La "révolution bolivarienne" de M. Chavez est, aux yeux de ses partisans, l'incarnation de la démocratie participative et "protagonique", inscrite dans la Constitution de 1999. Ses détracteurs dénoncent une démocratie plébiscitaire qui fait peu de cas de la séparation des pouvoirs. Ils s'inquiètent d'un discours révolutionnaire qui polarise la société et méconnaît les vertus de l'alternance.
L'opposition - qui a un temps rêvé de renverser M. Chavez - est désormais convaincue qu'il lui faut jouer le jeu des élections. Les partis d'opposition ont reconnu le résultat du référendum, sans crier cette fois à la fraude. Fragmentés, sans chef de file, ils paient encore le prix de leurs erreurs passées. Et les jeunes leaders issus du mouvement étudiant peinent à s'imposer au sein d'une coalition qui va de la droite dure au centre gauche. Cependant, les élections législatives de 2010 devraient permettre à l'opposition de revenir à l'Assemblée nationale, dont elle est absente pour avoir boycotté le scrutin de 2005.
M. Chavez a montré qu'il peut et sait perdre une élection. Les consultations locales de novembre 2008 ont vu la victoire relative de l'opposition, qui a remporté cinq Etats et la mairie de Caracas. Un an plus tôt, en décembre 2007, les électeurs s'étaient prononcés à une courte majorité contre un projet de réforme constitutionnelle qui prévoyait, entre autres, la réélection présidentielle illimitée.
M. Chavez est revenu à la charge, en proposant cette fois un nouveau référendum portant sur la réélection de tous les élus : président, gouverneurs et maires. La campagne en faveur du oui, comme celle de l'opposition, s'est centrée sur sa personne. "C'est mon destin politique qui se joue", a déclaré M. Chavez au matin du 15 février. Fort de son charisme personnel et des phénoménales ressources publiques engagées dans la campagne, le chef de l'Etat a réussi à mobiliser en faveur du oui la majorité des abstentionnistes de 2007. C'est dire que les chavistes critiques ont cette fois largement fait bloc autour de leur leader. L'incurie gouvernementale et la corruption ambiante les exaspèrent, mais ils y voient "un mal de toujours". Et restent convaincus que les partis traditionnels ne feront pas mieux.
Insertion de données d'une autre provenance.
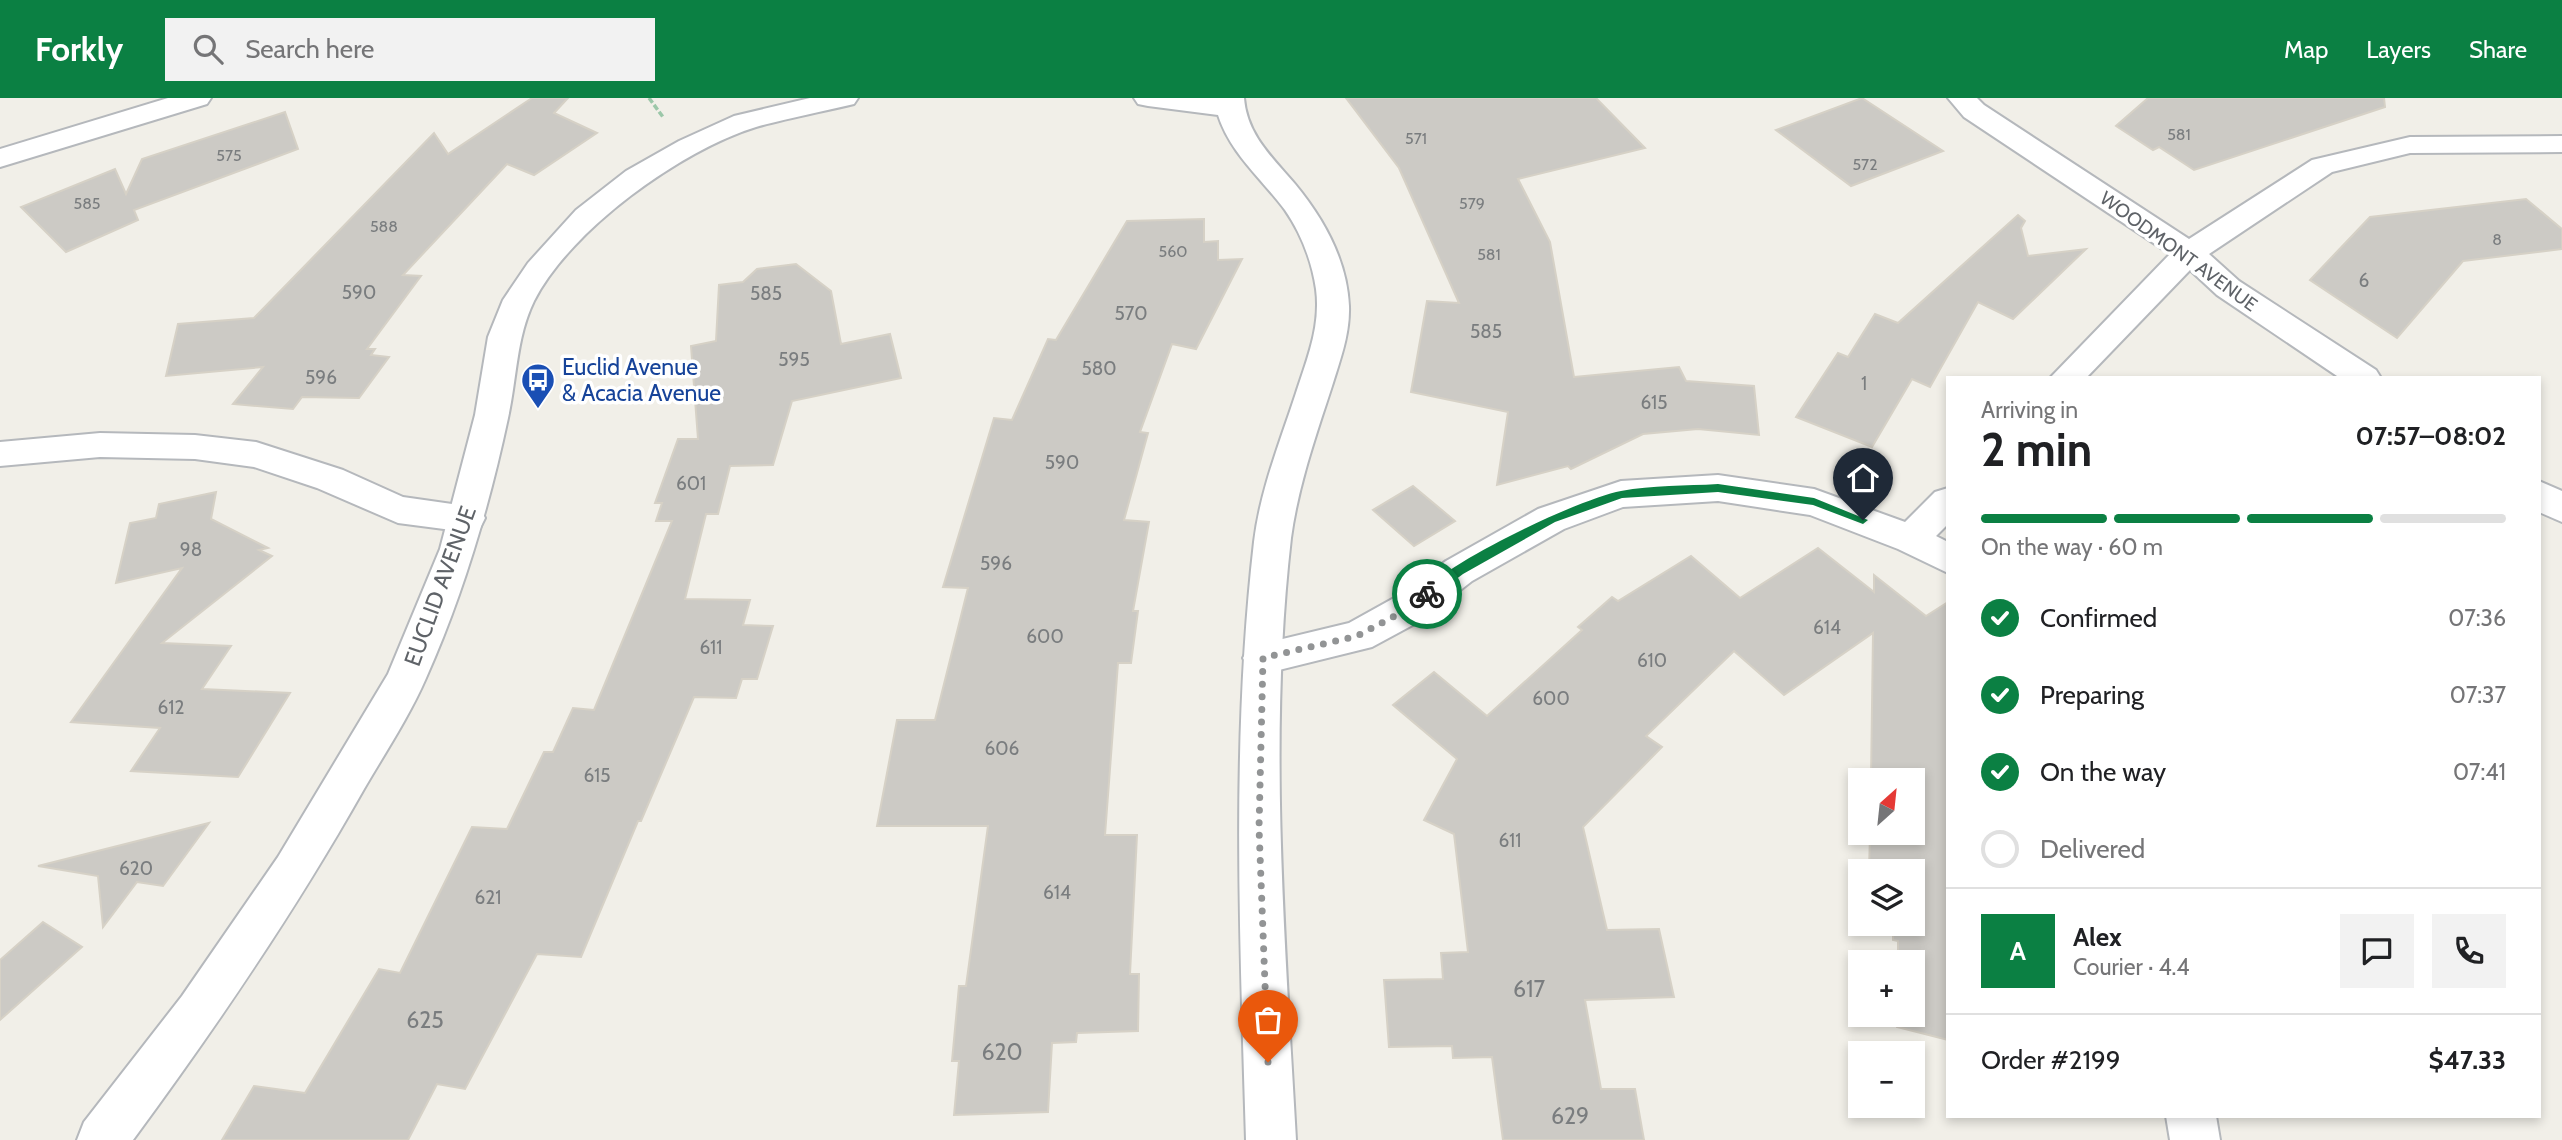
<!DOCTYPE html>
<meta charset="utf-8">
<style>
:root{--surface:#fff;--page:#f2f2f2;--text:#202124;--muted:#757577;--line:#e0e0e0;--accent:#0b8043}
body{margin:0;font-family:Cabin,sans-serif;background:var(--page);color:var(--text);height:100vh;display:flex;flex-direction:column;font-size:26px;white-space:nowrap}
*{box-sizing:border-box;margin:0}
p{font-size:23px;color:var(--muted)}
.icon{flex:none;width:38px;height:38px;fill:none;stroke:currentColor;stroke-width:2;stroke-linecap:round;stroke-linejoin:round}
.map{position:relative;flex:1;overflow:hidden}
.panel{position:absolute;left:1946px;top:278px;width:595px;height:742px;display:flex;flex-direction:column;background:var(--surface);border-radius:0px;box-shadow:0 4px 10px #0003}
.panel>*{flex:none}
.needle{width:46px;rotate:27deg}
.buttons{position:absolute;left:1848px;top:670px;display:grid;gap:14px}
.buttons a{display:grid;place-items:center;width:77px;height:77px;border-radius:0px;background:var(--surface);box-shadow:0 4px 10px #0003;font-size:35px}
.pin{position:absolute;display:grid;place-items:center;width:60px;height:60px;color:#fff;margin:-72px -30px;border-radius:50% 50% 50% 0;rotate:-45deg;box-shadow:0 0 7px #0007}
.pin .icon{rotate:45deg}
.courier{position:absolute;display:grid;place-items:center;width:70px;height:70px;margin:-35px;border:5px solid #0b8043;border-radius:50%;background:#fff;color:#222;box-shadow:0 2px 9px #0007}
.summary em{font-style:normal;font-weight:700}
.summary div{display:flex;flex-direction:column-reverse}
.summary{display:flex;align-items:center;justify-content:space-between;height:119px;padding:0 35px}
h1{font-size:46px;font-weight:700;line-height:52px}
.bar{display:grid;grid-template-columns:repeat(4,1fr);gap:10px 7px;align-content:center;height:84px;padding:0 35px}
.bar i{height:9px;border-radius:5px;background:var(--line)}
.bar .active{background:var(--accent)}
.bar p{grid-column:span 4}
.line{display:flex;align-items:center;gap:18px;padding:0 35px;border-top:2px solid var(--line)}
.line div{flex:1}
.round{display:grid;place-items:center;flex:none;width:74px;height:74px;border-radius:0px;background:var(--page)}
ol{padding:0 35px;list-style:none}
li{display:flex;align-items:center;gap:21px;height:77px}
li p{margin-inline-start:auto}
li .icon{padding:7px;border-radius:50%;background:var(--accent);color:#fff;stroke-width:4}
li:last-child{color:var(--muted)}
li i{width:38px;height:38px;border:4px solid var(--line);border-radius:50%}
header{display:flex;align-items:center;gap:42px;box-sizing:border-box;height:98px;padding:0 35px;background:var(--accent);color:#fff}
header strong{font-size:33px}
nav{display:flex;gap:38px;margin-inline-start:auto;font-size:24px}
.search{width:490px;height:63px;background:var(--page);display:flex;align-items:center;gap:18px;box-sizing:border-box;padding:0 24px;border-radius:0px;color:var(--muted);font-size:26px}
.map>svg:first-child{display:block}
.building{fill:#cccac5;stroke:#d6d1c6;stroke-width:2}
.lines{fill:none;stroke-linecap:round;stroke-linejoin:round}
.minor-casing{stroke:#b5b8bc;stroke-width:4}
.tertiary-casing{stroke:#b5b8bc;stroke-width:4}
.path{stroke:#9cc7a9;stroke-width:3.5;stroke-dasharray:6 2.5;stroke-linecap:butt}
.minor{fill:#fff;fill-rule:evenodd}
.tertiary{fill:#fff;fill-rule:evenodd}
.route{fill:#0b8043}
.done{stroke:#929495;stroke-width:7;stroke-dasharray:0 12.6}
.labels{text-anchor:middle;stroke-width:7;stroke-linejoin:round;paint-order:stroke}
.far-number-label{font-size:16px;fill:#7a7d7f}
.far-street-label{font-size:19px;fill:#5f6368;stroke:#fff}
.number-label{font-size:19px;fill:#7a7d7f}
.transit-label{font-size:23px;fill:#164399;stroke:#fff;text-anchor:start}
.street-label{font-size:23px;fill:#5f6368;stroke:#fff}
.near-number-label{font-size:23px;fill:#7a7d7f}
</style>
<header>
<strong>Forkly</strong>
<div class="search"><svg class="icon" aria-label="search" viewBox="0 0 24 24"><circle cx="10" cy="10" r="6"/><path d="M15 15l6 6"/></svg>Search here</div>
<nav><a>Map</a><a>Layers</a><a>Share</a></nav>
</header>
<div class="map">
<svg width="2562" height="1042" viewBox="0 0 2562 1042">
<rect width="100%" height="100%" fill="#f1efe8"/>
<!-- building -->
<g class="building">
<path d="M 532,0 L 568,0 L 554,15 L 597,35 L 534,77 L 507,66 L 403,177 L 421,178 L 367,251 L 375,251 L 371,257 L 389,259 L 359,300 L 302,299 L 293,311 L 233,306 L 263,269 L 166,278 L 178,226 L 254,220 L 434,35 L 448,56 Z"/>
<path d="M 1346,0 L 1596,0 L 1645,50 L 1518,81 L 1550,144 L 1574,279 L 1679,269 L 1686,283 L 1754,288 L 1759,337 L 1698,331 L 1643,336 L 1571,371 L 1568,368 L 1497,387 L 1508,314 L 1411,294 L 1427,203 L 1459,205 L 1399,70 Z"/>
<path d="M 1862,0 L 1943,53 L 1851,88 L 1776,32 Z"/>
<path d="M 2148,0 L 2384,0 L 2385,9 L 2194,72 L 2159,49 L 2153,52 L 2116,28 Z"/>
<path d="M 285,14 L 298,51 L 134,112 L 138,122 L 66,154 L 21,109 L 115,71 L 126,96 L 142,61 Z"/>
<path d="M 2526,101 L 2562,131 L 2562,151 L 2463,163 L 2397,240 L 2310,182 L 2370,119 Z"/>
<path d="M 2018,117 L 2025,123 L 2021,130 L 2028,158 L 2086,151 L 2013,221 L 1978,204 L 1930,289 L 1912,281 L 1872,349 L 1796,319 L 1838,255 L 1848,259 L 1875,216 L 1898,225 Z"/>
<path d="M 1204,121 L 1204,144 L 1218,143 L 1218,162 L 1242,161 L 1196,251 L 1172,246 L 1140,334 L 1148,335 L 1124,422 L 1149,424 L 1133,513 L 1138,513 L 1131,565 L 1118,565 L 1105,737 L 1137,737 L 1130,876 L 1139,876 L 1138,933 L 1077,935 L 1076,944 L 1052,945 L 1048,1014 L 954,1017 L 959,963 L 952,963 L 959,888 L 966,888 L 988,728 L 877,728 L 897,622 L 935,622 L 968,490 L 943,489 L 994,320 L 1012,322 L 1048,241 L 1056,242 L 1127,123 Z"/>
<path d="M 796,166 L 831,193 L 841,246 L 890,236 L 901,280 L 792,303 L 773,367 L 730,368 L 718,416 L 706,416 L 685,501 L 750,502 L 743,527 L 773,528 L 757,581 L 742,581 L 736,600 L 694,599 L 641,723 L 638,723 L 581,859 L 537,856 L 465,991 L 437,986 L 408,1042 L 222,1042 L 254,988 L 305,995 L 379,871 L 400,875 L 472,729 L 507,731 L 544,654 L 553,654 L 573,610 L 594,612 L 672,423 L 656,423 L 662,405 L 655,405 L 678,341 L 698,341 L 691,248 L 716,243 L 719,187 L 743,184 L 757,171 Z"/>
<path d="M 1413,388 L 1455,423 L 1414,448 L 1373,412 Z"/>
<path d="M 216,394 L 211,421 L 268,450 L 259,452 L 272,458 L 162,545 L 231,548 L 202,591 L 290,595 L 238,679 L 131,673 L 160,630 L 71,624 L 182,470 L 116,485 L 130,425 L 156,420 L 159,406 Z"/>
<path d="M 1818,450 L 1874,494 L 1874,477 L 1926,518 L 1948,504 L 1948,942 L 1897,929 L 1897,917 L 1913,917 L 1913,864 L 1898,864 L 1898,843 L 1893,842 L 1893,826 L 1913,826 L 1913,774 L 1869,774 L 1870,735 L 1913,735 L 1913,682 L 1871,682 L 1873,535 L 1784,597 L 1734,553 L 1646,638 L 1662,649 L 1583,729 L 1607,832 L 1659,831 L 1674,899 L 1585,902 L 1601,991 L 1635,991 L 1644,1042 L 1503,1042 L 1492,959 L 1453,960 L 1452,948 L 1389,949 L 1384,882 L 1443,881 L 1441,855 L 1468,854 L 1454,736 L 1424,722 L 1457,661 L 1393,607 L 1434,574 L 1487,618 L 1582,532 L 1578,529 L 1612,499 L 1618,503 L 1691,458 L 1740,500 Z"/>
<path d="M 209,725 L 163,788 L 137,784 L 103,829 L 98,778 L 38,768 Z"/>
<path d="M 43,824 L 82,849 L 0,922 L 0,862 Z"/>
</g>
<g class="lines">
<!-- minor casing -->
<g class="minor-casing">
<g id="minor">
<path d="M 168,0 L 211,0 L 207,6 L 0,69 L 0,51 Z"/>
<path d="M 1948,0 L 1977,0 L 1984,7 L 2189,141 L 2312,62 L 2410,39 L 2562,38 L 2562,54 L 2410,55 L 2332,74 L 2209,156 L 2239,183 L 2376,272 L 2381,280 L 2340,280 L 2217,197 L 2190,172 L 2086,280 L 2050,280 L 2170,156 L 1964,19 Z"/>
<path d="M 100,335 L 195,337 L 256,344 L 343,372 L 403,399 L 480,410 L 485,420 L 480,430 L 467,434 L 398,425 L 317,390 L 254,369 L 195,361 L 100,359 L 0,368 L 0,344 Z"/>
<path d="M 1718,377 L 1814,391 L 1905,424 L 1935,394 L 1948,390 L 1948,426 L 1936,438 L 1948,444 L 1948,475 L 1898,451 L 1810,417 L 1718,403 L 1623,409 L 1564,431 L 1472,483 L 1422,522 L 1372,549 L 1263,576 L 1249,571 L 1243,560 L 1249,549 L 1349,525 L 1394,500 L 1446,463 L 1538,411 L 1621,383 Z"/>
<path d="M 2539,383 L 2562,393 L 2562,424 L 2539,414 Z"/>
<path d="M 2166,1018 L 2216,1018 L 2220,1042 L 2170,1042 Z"/>
</g>
</g>
<!-- tertiary casing -->
<g class="tertiary-casing">
<g id="tertiary">
<path d="M 810,0 L 858,0 L 854,6 C 821,14 788,20 756,29 C 681,52 570,132 534,203 C 516,240 517,280 508,320 C 489,409 463,497 426,580 C 409,619 385,655 364,691 C 294,815 217,928 133,1042 L 77,1042 L 84,1024 L 182,898 L 278,759 L 388,576 L 440,451 L 475,317 L 488,239 L 503,202 L 528,165 L 576,112 L 626,73 L 679,43 L 734,18 Z"/>
<path d="M 1134,0 L 1244,0 C 1247,37 1272,59 1295,86 C 1324,121 1347,163 1349,208 C 1350,236 1340,262 1332,288 C 1316,337 1298,388 1291,440 C 1268,639 1285,842 1296,1042 L 1246,1042 C 1240,842 1231,643 1254,444 C 1260,393 1280,344 1296,295 C 1307,261 1321,228 1316,191 C 1312,164 1301,135 1285,112 C 1262,81 1230,55 1218,17 L 1148,8 L 1138,6 Z"/>
</g>
</g>
<!-- path -->
<path class="path" d="M 649,0 L 663,19"/>
<!-- minor -->
<use href="#minor" class="minor"/>
<!-- tertiary -->
<use href="#tertiary" class="tertiary"/>
</g>
<!-- route -->
<path class="route" d="M 1718,386 L 1814,400 L 1868,422 L 1863,426 L 1813,407 L 1718,394 L 1622,400 L 1555,424 L 1463,476 L 1431,500 L 1427,501 L 1421,496 C 1446,464 1579,401 1621,393 C 1652,387 1686,388 1718,386 Z"/>
<g class="lines">
<!-- done -->
<path class="done" d="M 1268,964 L 1259,730 L 1263,560 L 1357,538 L 1408,511 L 1427,496"/>
</g>
<!-- icons -->
<defs>
<g id="bus-pin" transform="scale(1.75)"><path d="M0 17L-7.5 6A9.5 9.5 0 1 1 7.5 6Z" fill="#1a4fb4" stroke="#fff"/><path d="M-5-6H5V4H4V6H2V4H-2V6H-4V4H-5ZM-3.5-4V0h7V-4ZM-3.5 1.2v1.5H-2V1.2ZM2 1.2v1.5H3.5V1.2Z" fill="#fff"/></g>
</defs>
<g fill-rule="evenodd">
<use href="#bus-pin" x="538" y="282"/>
</g>
<g class="labels">
<!-- far-number labels -->
<g class="far-number-label">
<text x="2179" y="42">581</text>
<text x="1416" y="46">571</text>
<text x="229" y="63">575</text>
<text x="1865" y="72">572</text>
<text x="87" y="111">585</text>
<text x="1472" y="111">579</text>
<text x="384" y="134">588</text>
<text x="2497" y="147">8</text>
<text x="1173" y="159">560</text>
<text x="1489" y="162">581</text>
</g>
<!-- far-street labels -->
<g class="far-street-label">
<text transform="translate(2179 153) rotate(36)" y="7">WOODMONT AVENUE</text>
</g>
<!-- number labels -->
<g class="number-label">
<text x="2364" y="189">6</text>
<text x="359" y="201">590</text>
<text x="766" y="202">585</text>
<text x="1131" y="222">570</text>
<text x="1486" y="240">585</text>
<text x="794" y="268">595</text>
<text x="1099" y="277">580</text>
<text x="321" y="286">596</text>
<text x="1864" y="292">1</text>
<text x="1654" y="311">615</text>
<text x="1062" y="371">590</text>
<text x="691" y="392">601</text>
<text x="191" y="458">98</text>
<text x="996" y="472">596</text>
<text x="1827" y="536">614</text>
<text x="1045" y="545">600</text>
<text x="711" y="556">611</text>
<text x="1652" y="569">610</text>
<text x="1551" y="607">600</text>
<text x="171" y="616">612</text>
<text x="1002" y="657">606</text>
<text x="597" y="684">615</text>
<text x="1510" y="749">611</text>
<text x="136" y="777">620</text>
<text x="1057" y="801">614</text>
<text x="488" y="806">621</text>
</g>
<!-- transit labels -->
<g class="transit-label">
<text x="562" y="277">Euclid Avenue<tspan x="562" dy="26">&amp; Acacia Avenue</tspan></text>
</g>
<!-- street labels -->
<g class="street-label">
<text transform="translate(440 488) rotate(-70)" y="8">EUCLID AVENUE</text>
</g>
<!-- near-number labels -->
<g class="near-number-label">
<text x="1529" y="899">617</text>
<text x="425" y="930">625</text>
<text x="1002" y="962">620</text>
<text x="1570" y="1026">629</text>
</g>
</g>
</svg>
<div class="buttons">
<a><svg class="needle" viewBox="-14 -14 28 28"><path d="M0-13l5 13h-10z" fill="#e53935"/><path d="M0 13l5-13h-10z" fill="#757577"/></svg></a>
<a><svg class="icon" aria-label="layers" viewBox="0 0 24 24"><path d="M12 4l9 5-9 5-9-5zM3 14l9 5 9-5"/></svg></a>
<a>+</a>
<a>−</a>
</div>
<div class="pin" style="left:1268px;top:964px;background:#ea580c"><svg class="icon" aria-label="bag" viewBox="0 0 24 24"><path d="M5 8h14l-1 12H6zM9 8a3 3 0 0 1 6 0"/></svg></div>
<div class="pin" style="left:1863px;top:422px;background:#1f2937"><svg class="icon" aria-label="home" viewBox="0 0 24 24"><path d="M3 11l9-7 9 7M6 9v11h12V9"/></svg></div>
<div class="courier" style="left:1427px;top:496px"><svg class="icon" aria-label="bike" viewBox="0 0 24 24"><circle cx="6" cy="16" r="4"/><circle cx="18" cy="16" r="4"/><path d="M6 16l4-8h5l3 8M10 8l3 8H6M13 5h3"/></svg></div>
<section class="panel">
<div class="summary"><div><h1>2 min</h1><p>Arriving in</p></div><em>07:57–08:02</em></div>
<div class="bar"><i class="active"></i><i class="active"></i><i class="active"></i><i></i><p>On the way · 60 m</p></div>
<ol>
<li><svg class="icon" aria-label="check" viewBox="0 0 24 24"><path d="M5 12l5 5 9-10"/></svg>Confirmed<p>07:36</p></li>
<li><svg class="icon" aria-label="check" viewBox="0 0 24 24"><path d="M5 12l5 5 9-10"/></svg>Preparing<p>07:37</p></li>
<li><svg class="icon" aria-label="check" viewBox="0 0 24 24"><path d="M5 12l5 5 9-10"/></svg>On the way<p>07:41</p></li>
<li><i></i>Delivered</li>
</ol>
<div class="line" style="height:126px"><b class="round" style="background:var(--accent);color:#fff">A</b><div><b>Alex</b><p>Courier · 4.4</p></div><a class="round"><svg class="icon" aria-label="chat" viewBox="0 0 24 24"><path d="M4 5h16v11H9l-5 4z"/></svg></a><a class="round"><svg class="icon" aria-label="phone" viewBox="0 0 24 24"><path d="M5 4h4l2 5-3 2q2 4 5 5l2-3 5 2v4C11 20 4 13 5 4z"/></svg></a></div>
<div class="line" style="height:91px"><div>Order #2199</div><b>$47.33</b></div>
</section>
</div>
Dans une Amérique latine marquée par une longue tradition de "caudillisme", le chef de l'Etat est souvent plus populaire que son gouvernement. M. Chavez n'est pas l'exception. La réélection présidentielle a le vent en poupe dans la région. La Bolivie et l'Equateur viennent de l'introduire dans leur nouvelle Constitution. En Colombie, le président Alvaro Uribe voudrait bien modifier celle de son pays pour pouvoir briguer un troisième mandat.
Toutefois, le président vénézuélien a gagné son référendum sans faire le plein des voix qu'il avait obtenu lors de sa réélection, en 2006. Près d'un million de personnes qui avaient alors voté pour lui ne l'ont pas fait le 15 février. Dans un pays polarisé à l'extrême entre chavistes et anti-chavistes, le transit des électeurs d'un camp à l'autre se fait difficilement. Mais il joue contre M. Chavez. "Je connais des chavistes devenus anti-chavistes. Je ne connais pas d'anti-chavistes devenus chavistes", résume une observatrice.
M. Chavez doit relever le défi de l'usure du pouvoir, alors même que le prix du baril de pétrole est en berne. Dans un "pétro-Etat" comme le Venezuela, c'est lui qui définit les performances économiques du pays. Et il pèse sur les résultats électoraux. Indépendamment de ses mérites ou de ses tares, la "révolution bolivarienne" de M. Chavez obéit à la règle.
Par le biais des "missions", ses programmes sociaux, le gouvernement a distribué la manne pétrolière aux laissés-pour-compte du développement. Le pouvoir d'achat a progressé, la pauvreté, reculée. Miné par la grève patronale de 2002 et par l'orientation économique du gouvernement, le secteur privé bat de l'aile. Faute d'un projet de développement durable, les exportations et les revenus de l'Etat dépendent plus que jamais du pétrole. Le "socialisme du XXIe siècle" prôné par M. Chavez reste un socialisme rentier. Alors que les caisses de l'Etat se vident, que la monnaie se déprécie sur le marché parallèle, que l'inflation dépasse les 30 % et que rien ne permet d'espérer, à court terme, une hausse des prix du brut, le président vénézuélien a des raisons de s'inquiéter.
Politique hors pair et phénoménal orateur, M. Chavez saura-t-il gérer l'austérité et le mécontentement de sa base, si la crise s'installe ? L'historienne Margarita Lopez Maya rappelle "qu'il n'avait jamais parlé de socialisme avant son élection de 1998". Va-t-il choisir maintenant la fuite en avant ? Ou le virage ? L'opposition saura-t-elle proposer un leadership et un projet plus crédibles que lui ? Le jeu politique reste ouvert d'ici à 2012.